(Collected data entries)
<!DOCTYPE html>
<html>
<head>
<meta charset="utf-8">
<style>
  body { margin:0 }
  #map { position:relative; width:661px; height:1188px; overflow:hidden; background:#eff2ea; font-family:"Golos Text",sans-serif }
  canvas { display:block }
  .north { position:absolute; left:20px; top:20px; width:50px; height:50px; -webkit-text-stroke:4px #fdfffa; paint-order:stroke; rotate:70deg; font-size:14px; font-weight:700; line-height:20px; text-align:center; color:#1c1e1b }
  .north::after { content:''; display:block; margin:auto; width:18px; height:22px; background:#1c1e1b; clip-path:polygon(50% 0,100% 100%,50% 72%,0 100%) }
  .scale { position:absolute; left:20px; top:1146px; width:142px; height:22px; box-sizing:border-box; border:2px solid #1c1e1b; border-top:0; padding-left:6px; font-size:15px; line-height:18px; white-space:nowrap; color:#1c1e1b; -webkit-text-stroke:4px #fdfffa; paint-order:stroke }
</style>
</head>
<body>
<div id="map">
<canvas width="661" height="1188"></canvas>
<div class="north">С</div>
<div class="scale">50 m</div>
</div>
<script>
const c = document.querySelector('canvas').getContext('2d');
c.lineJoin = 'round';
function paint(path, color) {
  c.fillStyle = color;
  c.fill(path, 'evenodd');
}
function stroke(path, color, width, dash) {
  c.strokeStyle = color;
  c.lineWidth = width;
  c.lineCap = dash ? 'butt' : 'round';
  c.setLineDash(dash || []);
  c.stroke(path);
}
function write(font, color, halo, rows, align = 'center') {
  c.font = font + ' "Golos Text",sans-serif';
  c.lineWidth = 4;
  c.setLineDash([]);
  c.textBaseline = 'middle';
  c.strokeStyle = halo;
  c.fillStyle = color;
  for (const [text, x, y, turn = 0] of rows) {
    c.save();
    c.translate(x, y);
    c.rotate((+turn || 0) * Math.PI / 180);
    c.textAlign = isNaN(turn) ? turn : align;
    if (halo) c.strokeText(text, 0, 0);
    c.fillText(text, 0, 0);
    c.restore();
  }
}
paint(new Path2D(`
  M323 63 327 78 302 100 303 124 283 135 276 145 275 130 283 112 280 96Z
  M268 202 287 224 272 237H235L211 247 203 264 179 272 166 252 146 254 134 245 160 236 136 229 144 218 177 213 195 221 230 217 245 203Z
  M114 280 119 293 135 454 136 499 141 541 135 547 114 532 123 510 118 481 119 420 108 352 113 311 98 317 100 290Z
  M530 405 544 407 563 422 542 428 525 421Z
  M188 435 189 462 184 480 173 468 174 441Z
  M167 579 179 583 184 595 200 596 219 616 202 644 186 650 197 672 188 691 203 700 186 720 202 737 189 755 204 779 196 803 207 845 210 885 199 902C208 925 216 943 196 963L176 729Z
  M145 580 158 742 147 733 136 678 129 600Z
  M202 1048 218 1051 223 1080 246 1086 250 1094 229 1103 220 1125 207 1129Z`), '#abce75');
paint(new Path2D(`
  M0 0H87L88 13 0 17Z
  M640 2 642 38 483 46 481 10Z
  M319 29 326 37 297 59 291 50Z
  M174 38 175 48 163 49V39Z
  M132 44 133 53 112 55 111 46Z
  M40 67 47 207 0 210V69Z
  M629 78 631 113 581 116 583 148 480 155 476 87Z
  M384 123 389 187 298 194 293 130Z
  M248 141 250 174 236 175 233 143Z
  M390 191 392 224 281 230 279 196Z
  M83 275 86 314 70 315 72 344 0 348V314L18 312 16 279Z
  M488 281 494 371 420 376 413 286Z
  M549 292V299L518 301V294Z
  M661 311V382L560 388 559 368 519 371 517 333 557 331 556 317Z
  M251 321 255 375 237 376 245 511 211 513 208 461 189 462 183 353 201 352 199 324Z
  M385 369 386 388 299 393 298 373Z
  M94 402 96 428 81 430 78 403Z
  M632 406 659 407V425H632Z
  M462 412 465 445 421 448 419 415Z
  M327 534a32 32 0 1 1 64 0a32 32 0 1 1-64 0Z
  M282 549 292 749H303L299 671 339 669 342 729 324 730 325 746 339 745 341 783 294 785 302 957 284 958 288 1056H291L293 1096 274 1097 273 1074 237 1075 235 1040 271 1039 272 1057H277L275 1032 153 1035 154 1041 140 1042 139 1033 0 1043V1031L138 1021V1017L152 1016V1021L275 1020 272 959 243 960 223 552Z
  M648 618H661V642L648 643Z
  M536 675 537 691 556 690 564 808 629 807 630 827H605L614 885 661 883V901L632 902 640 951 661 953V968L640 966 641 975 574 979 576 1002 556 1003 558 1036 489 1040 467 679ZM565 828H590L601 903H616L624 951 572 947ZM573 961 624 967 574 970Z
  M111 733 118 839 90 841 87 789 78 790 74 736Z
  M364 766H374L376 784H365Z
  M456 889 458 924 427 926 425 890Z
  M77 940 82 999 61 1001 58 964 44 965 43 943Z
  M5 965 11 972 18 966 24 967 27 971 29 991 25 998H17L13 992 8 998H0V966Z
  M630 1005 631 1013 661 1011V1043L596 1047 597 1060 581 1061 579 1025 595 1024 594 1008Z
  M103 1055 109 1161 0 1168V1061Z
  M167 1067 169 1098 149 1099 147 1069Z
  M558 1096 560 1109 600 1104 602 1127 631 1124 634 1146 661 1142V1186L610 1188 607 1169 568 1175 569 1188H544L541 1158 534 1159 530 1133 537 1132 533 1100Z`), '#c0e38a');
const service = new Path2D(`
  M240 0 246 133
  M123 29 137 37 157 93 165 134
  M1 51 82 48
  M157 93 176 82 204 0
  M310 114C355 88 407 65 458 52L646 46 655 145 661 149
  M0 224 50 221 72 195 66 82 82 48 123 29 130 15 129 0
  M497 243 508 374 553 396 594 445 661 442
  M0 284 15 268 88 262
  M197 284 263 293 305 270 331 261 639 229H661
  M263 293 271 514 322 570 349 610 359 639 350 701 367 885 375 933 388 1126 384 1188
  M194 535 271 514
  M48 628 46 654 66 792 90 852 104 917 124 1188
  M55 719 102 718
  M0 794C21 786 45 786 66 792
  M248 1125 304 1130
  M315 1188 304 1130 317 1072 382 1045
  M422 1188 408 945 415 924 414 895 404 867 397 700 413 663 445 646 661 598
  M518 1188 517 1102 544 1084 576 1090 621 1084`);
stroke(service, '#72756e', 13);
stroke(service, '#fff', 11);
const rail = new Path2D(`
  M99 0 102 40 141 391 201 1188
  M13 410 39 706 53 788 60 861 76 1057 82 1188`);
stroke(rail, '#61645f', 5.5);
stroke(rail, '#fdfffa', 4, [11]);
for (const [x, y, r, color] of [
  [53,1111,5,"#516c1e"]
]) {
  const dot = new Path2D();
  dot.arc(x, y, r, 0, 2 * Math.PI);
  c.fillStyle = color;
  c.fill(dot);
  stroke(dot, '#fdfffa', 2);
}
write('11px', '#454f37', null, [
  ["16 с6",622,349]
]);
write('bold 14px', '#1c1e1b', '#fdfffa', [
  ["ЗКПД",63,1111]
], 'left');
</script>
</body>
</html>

*About this exercise*
The line containing "c.translate(x, y);" marks the end. Please print exactly every line from the top of the data to it, both included, and nothing more.

*Exercise response*
<!DOCTYPE html>
<html>
<head>
<meta charset="utf-8">
<style>
  body { margin:0 }
  #map { position:relative; width:661px; height:1188px; overflow:hidden; background:#eff2ea; font-family:"Golos Text",sans-serif }
  canvas { display:block }
  .north { position:absolute; left:20px; top:20px; width:50px; height:50px; -webkit-text-stroke:4px #fdfffa; paint-order:stroke; rotate:70deg; font-size:14px; font-weight:700; line-height:20px; text-align:center; color:#1c1e1b }
  .north::after { content:''; display:block; margin:auto; width:18px; height:22px; background:#1c1e1b; clip-path:polygon(50% 0,100% 100%,50% 72%,0 100%) }
  .scale { position:absolute; left:20px; top:1146px; width:142px; height:22px; box-sizing:border-box; border:2px solid #1c1e1b; border-top:0; padding-left:6px; font-size:15px; line-height:18px; white-space:nowrap; color:#1c1e1b; -webkit-text-stroke:4px #fdfffa; paint-order:stroke }
</style>
</head>
<body>
<div id="map">
<canvas width="661" height="1188"></canvas>
<div class="north">С</div>
<div class="scale">50 m</div>
</div>
<script>
const c = document.querySelector('canvas').getContext('2d');
c.lineJoin = 'round';
function paint(path, color) {
  c.fillStyle = color;
  c.fill(path, 'evenodd');
}
function stroke(path, color, width, dash) {
  c.strokeStyle = color;
  c.lineWidth = width;
  c.lineCap = dash ? 'butt' : 'round';
  c.setLineDash(dash || []);
  c.stroke(path);
}
function write(font, color, halo, rows, align = 'center') {
  c.font = font + ' "Golos Text",sans-serif';
  c.lineWidth = 4;
  c.setLineDash([]);
  c.textBaseline = 'middle';
  c.strokeStyle = halo;
  c.fillStyle = color;
  for (const [text, x, y, turn = 0] of rows) {
    c.save();
    c.translate(x, y);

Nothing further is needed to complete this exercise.